BIRMINGHAM, England – British officials alarmed by a reported plot to kidnap and murder a British Muslim soldier may strengthen security to protect Muslims in the police and armed forces, news reports said Friday.
The fears stemmed from the arrest of nine men in Birmingham on Wednesday. Media reports claim the men were plotting to kidnap a British Muslim soldier, torture and behead him, and broadcast the footage on the Internet — but this has not been confirmed by police.
A judge on Thursday gave police permission to question the suspects for seven more days.
On Friday, David Shaw, the West Midlands police officer in charge of the investigation, told a news conference that a "significant quantity" of exhibits had been collected by officers searching 18 properties involved in the alleged Birmingham kidnap terror plot, including three buildings searched Friday. He declined to identify the exhibits.

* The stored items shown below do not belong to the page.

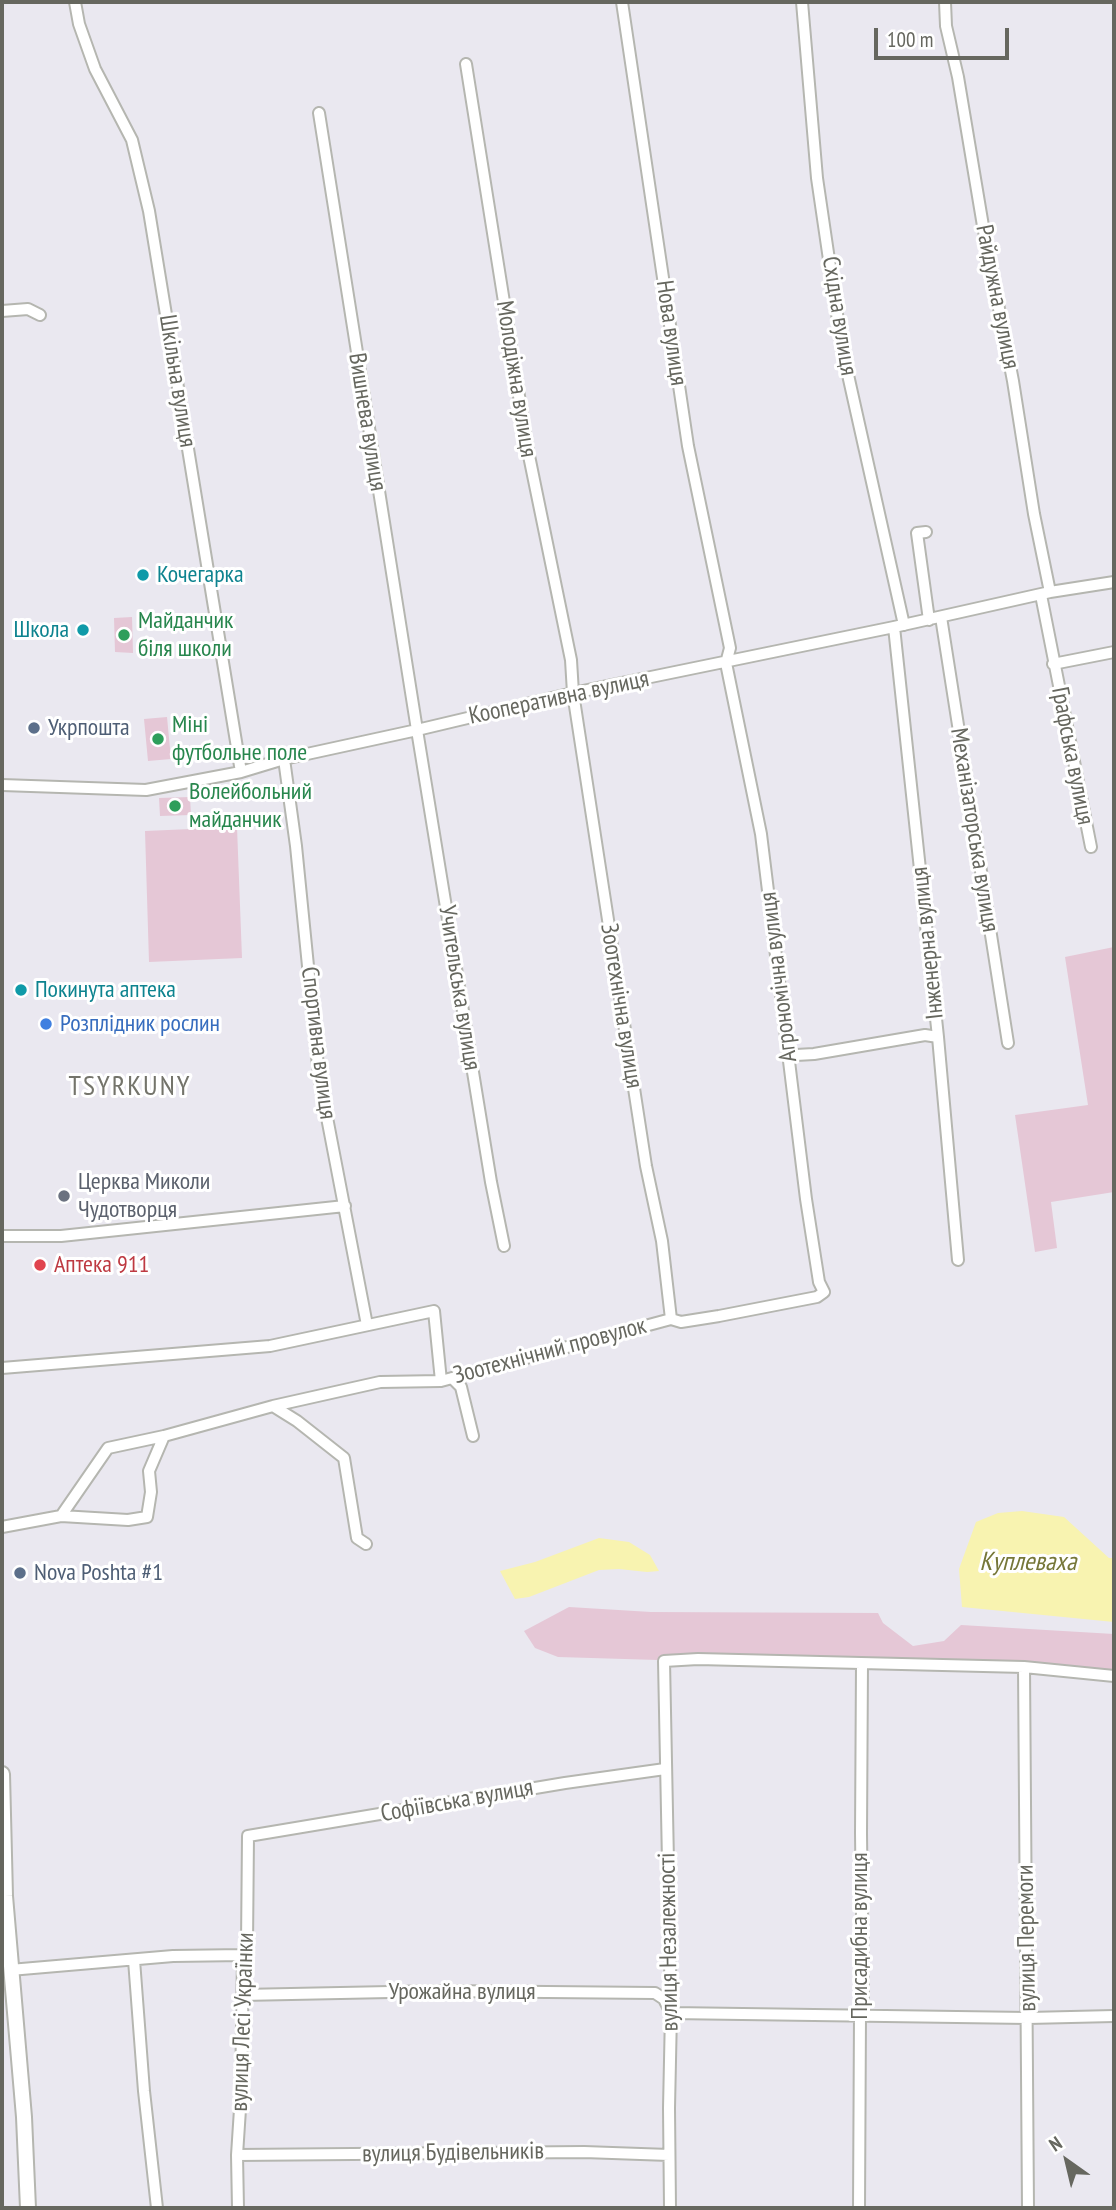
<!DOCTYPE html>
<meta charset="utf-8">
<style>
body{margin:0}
#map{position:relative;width:1116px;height:2210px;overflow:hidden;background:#eae8f0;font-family:"PT Sans Narrow",sans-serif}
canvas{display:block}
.frame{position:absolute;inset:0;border:4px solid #66675f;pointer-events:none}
.north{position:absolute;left:1032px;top:2126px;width:70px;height:70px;-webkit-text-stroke:5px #fff;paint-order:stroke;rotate:326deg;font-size:19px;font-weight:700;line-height:28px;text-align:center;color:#66675f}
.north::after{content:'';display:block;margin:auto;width:24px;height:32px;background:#66675f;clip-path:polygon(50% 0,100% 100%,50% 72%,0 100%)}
.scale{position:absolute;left:874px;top:28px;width:135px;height:32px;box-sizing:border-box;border:4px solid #66675f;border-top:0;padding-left:9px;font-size:21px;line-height:24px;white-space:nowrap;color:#66675f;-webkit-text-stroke:5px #fff;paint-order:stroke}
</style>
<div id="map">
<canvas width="1116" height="2210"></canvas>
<div class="frame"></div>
<div class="north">N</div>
<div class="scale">100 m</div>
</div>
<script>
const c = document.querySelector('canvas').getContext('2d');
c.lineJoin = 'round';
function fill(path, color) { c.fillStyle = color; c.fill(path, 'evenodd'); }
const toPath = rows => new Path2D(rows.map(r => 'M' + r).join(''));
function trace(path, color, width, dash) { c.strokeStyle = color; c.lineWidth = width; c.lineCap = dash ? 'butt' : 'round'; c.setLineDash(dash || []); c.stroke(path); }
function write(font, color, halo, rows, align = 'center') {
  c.font = font + ' "PT Sans Narrow",sans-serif'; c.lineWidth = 6; c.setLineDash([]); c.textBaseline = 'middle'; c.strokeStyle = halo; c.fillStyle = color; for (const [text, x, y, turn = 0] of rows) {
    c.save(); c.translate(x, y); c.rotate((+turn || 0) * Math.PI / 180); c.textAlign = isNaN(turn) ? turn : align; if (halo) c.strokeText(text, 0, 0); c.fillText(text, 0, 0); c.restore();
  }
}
fill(toPath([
 [132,617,133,653,115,652,114,618],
 [167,717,171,759,148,761,144,719],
 [190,797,191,815,160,816,159,798],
 [237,827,242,958,149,962,145,831],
 [1114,947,1114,1192,1051,1202,1057,1248,1035,1252,1015,1115,1088,1105,1065,957],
 [569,1607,651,1612,878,1613,883,1623,913,1646,944,1641,961,1625,1114,1634,1114,1676,1090,1673,558,1657,535,1648,524,1631]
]), '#e5c7d6');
fill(toPath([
 [1022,1511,1064,1517,1109,1558,1114,1558,1114,1622,962,1607,959,1569,976,1522,998,1513],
 [599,1538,629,1542,650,1555,659,1571,647,1572,619,1569,599,1570,529,1597,515,1599,500,1571,535,1562]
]), '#f8f3b0');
const minor = toPath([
 [75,2,79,24,95,69,132,140,149,211,241,772],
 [802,2,817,178,842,348,904,625],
 [945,2,946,26,958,77,983,226,1013,381,1034,514,1050,592],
 [466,64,527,446,571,660,573,693,646,1166,662,1241,671,1319],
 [319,113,417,730,491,1182,504,1246],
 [2,311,28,309,40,315],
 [926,532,917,533,929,620],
 [1041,595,1091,847],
 [941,617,1008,1043],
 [894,627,938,1037,958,1260],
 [1053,664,1114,652],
 [284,759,296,846,319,1076,367,1325],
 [2,785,146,790,241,772,284,759,417,730,573,693,894,627,1050,592,1114,582],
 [788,1051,796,1055,814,1054,925,1035,938,1037],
 [2,1236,61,1236,345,1206],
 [2,1368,270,1346,434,1311,441,1381,671,1319,681,1322,719,1316,817,1297,824,1292,819,1282,806,1199,761,834,726,663,730,648,688,446,622,2],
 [452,1378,461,1387,473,1436],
 [273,1406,297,1421,344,1458,357,1538,366,1544],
 [61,1516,128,1520,147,1517,151,1492,149,1471,164,1436],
 [2,1527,61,1516,108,1448,164,1436,273,1406,380,1382,441,1381],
 [1024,1667,1028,2208],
 [134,1960,144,2091,157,2208],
 [10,1970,173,1956,243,1955],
 [242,1995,439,1991,655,1993,664,1999,670,2011],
 [671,2013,1028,2018,1114,2016],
 [237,2155,584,2152,669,2155],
 [238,2208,237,2155,241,2094,243,1955,247,1944,248,1836,565,1783,665,1769],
 [670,2208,669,2108,671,2013,664,1661,698,1659,1024,1667,1114,1676],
 [859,2208,860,2015,863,1996,861,1833,862,1664]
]);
const tertiary = toPath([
 [2,1774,5,1896,24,2117,28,2208]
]);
trace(minor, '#b5b6b0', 14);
trace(tertiary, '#b5b6b0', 18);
trace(minor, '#fff', 10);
trace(tertiary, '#fff', 14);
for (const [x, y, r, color] of [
 [143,575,7,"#0f9aa8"],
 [83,630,7,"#0f9aa8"],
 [124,635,7,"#2e9e5b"],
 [34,728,7,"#5c6f8a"],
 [158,739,7,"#2e9e5b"],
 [175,806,7,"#2e9e5b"],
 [21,990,7,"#0f9aa8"],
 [46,1024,7,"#3f7fe0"],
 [64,1196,7,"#6b7280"],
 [40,1265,7,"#e0444e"],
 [20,1573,7,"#5c6f8a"]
]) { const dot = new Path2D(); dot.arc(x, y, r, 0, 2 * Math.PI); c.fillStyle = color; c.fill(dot); trace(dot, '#fff', 2.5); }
write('24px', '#66675f', '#fff', [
 ["Райдужна вулиця",997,297,79],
 ["Східна вулиця",839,316,81],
 ["Нова вулиця",671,333,82],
 ["Молодіжна вулиця",516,379,81],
 ["Шкільна вулиця",177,381,81],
 ["Вишнева вулиця",367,422,81],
 ["Кооперативна вулиця",559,698,-12],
 ["Графська вулиця",1072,756,79],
 ["Механізаторська вулиця",974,830,81],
 ["Інженерна вулиця",928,943,-96],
 ["Агрономічна вулиця",779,977,-97],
 ["Учительська вулиця",459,988,81],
 ["Зоотехнічна вулиця",621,1006,81],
 ["Спортивна вулиця",318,1043,83],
 ["Зоотехнічний провулок",550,1351,-15],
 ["Софіївська вулиця",457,1801,-10],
 ["Присадибна вулиця",860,1936,-90],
 ["вулиця Перемоги",1027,1938,-91],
 ["вулиця Незалежності",669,1942,-91],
 ["Урожайна вулиця",462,1992],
 ["вулиця Лесі Українки",243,2022,-88],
 ["вулиця Будівельників",453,2153,-1]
]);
write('24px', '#0d838f', '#fff', [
 ["Кочегарка",157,575],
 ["Школа",69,630,"right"],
 ["Покинута аптека",35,990]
], 'left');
write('24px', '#27864d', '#fff', [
 ["Майданчик",138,621],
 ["біля школи",138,649],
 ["Міні",172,725],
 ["футбольне поле",172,753],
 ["Волейбольний",189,792],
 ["майданчик",189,820]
], 'left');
write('24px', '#4e5e75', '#fff', [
 ["Укрпошта",48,728],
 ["Nova Poshta #1",34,1573]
], 'left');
write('24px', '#366cbe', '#fff', [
 ["Розплідник рослин",60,1024]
], 'left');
write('24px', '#5b616d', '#fff', [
 ["Церква Миколи",78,1182],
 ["Чудотворця",78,1210]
], 'left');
write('24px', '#be3a42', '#fff', [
 ["Аптека 911",54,1265]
], 'left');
write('italic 26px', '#767739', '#fff', [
 ["Куплеваха",1028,1563]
]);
c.letterSpacing = '2px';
write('28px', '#74746b', '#fff', [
 ["TSYRKUNY",130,1087]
]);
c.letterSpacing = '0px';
</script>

The nine suspects, believed to be British men of Pakistani descent, were arrested in homes and businesses in several Birmingham neighborhoods and were to be questioned Friday.
The Guardian newspaper said the Association of Muslim Police Officers had raised concerns with London's Metropolitan Police.
"We are aware that uniformed Muslim police officers have been confronted by Islamic extremists and threatened," said Superintendent Del Babu, chairman of the Muslim Police Association.
Last year a Muslim officer asked to be moved from guarding the Israeli embassy because of a concern for the safety of his family in Lebanon if he were seen on duty at the embassy at the time when Israeli armed forces were pounding Lebanon.
The Times, quoting unidentified sources, said the Ministry of Defense was considering whether further steps were required to protect some 330 Muslims in the armed forces and their families. The newspaper said defense officials were alarmed by a report that names and addresses of 25 serving Muslims were discovered in the raids in Birmingham.
West Midlands police declined to comment on the report.
New guidelines on personal safety were expected to be issued to those people within a few days, The Times reported.
The Ministry of Defense declined to comment on that report.
The Sun, meanwhile, quoted unidentified sources as saying that two Muslim soldiers cooperated with police, acting as bait to the alleged plotters.
One of the men arrested helped work on the campaign to free Norman Kember, a British hostage kidnapped in Iraq in 2005 and held for 118 days, according to former Guantanamo Bay detainee, Moazamm Begg, who drafted letters and appeared on television pleading for Kember's release.
Kember was part of a Canada-based group, Christian Peacemaker Teams. The kidnappers shot dead an American member, Tom Fox.
"One of the men arrested actually helped draft my statement to release Kember," Begg told The Associated Press. "There is an enormous amount of skepticism over these arrests, and I think one of the problems is that there is still a huge intelligence gap."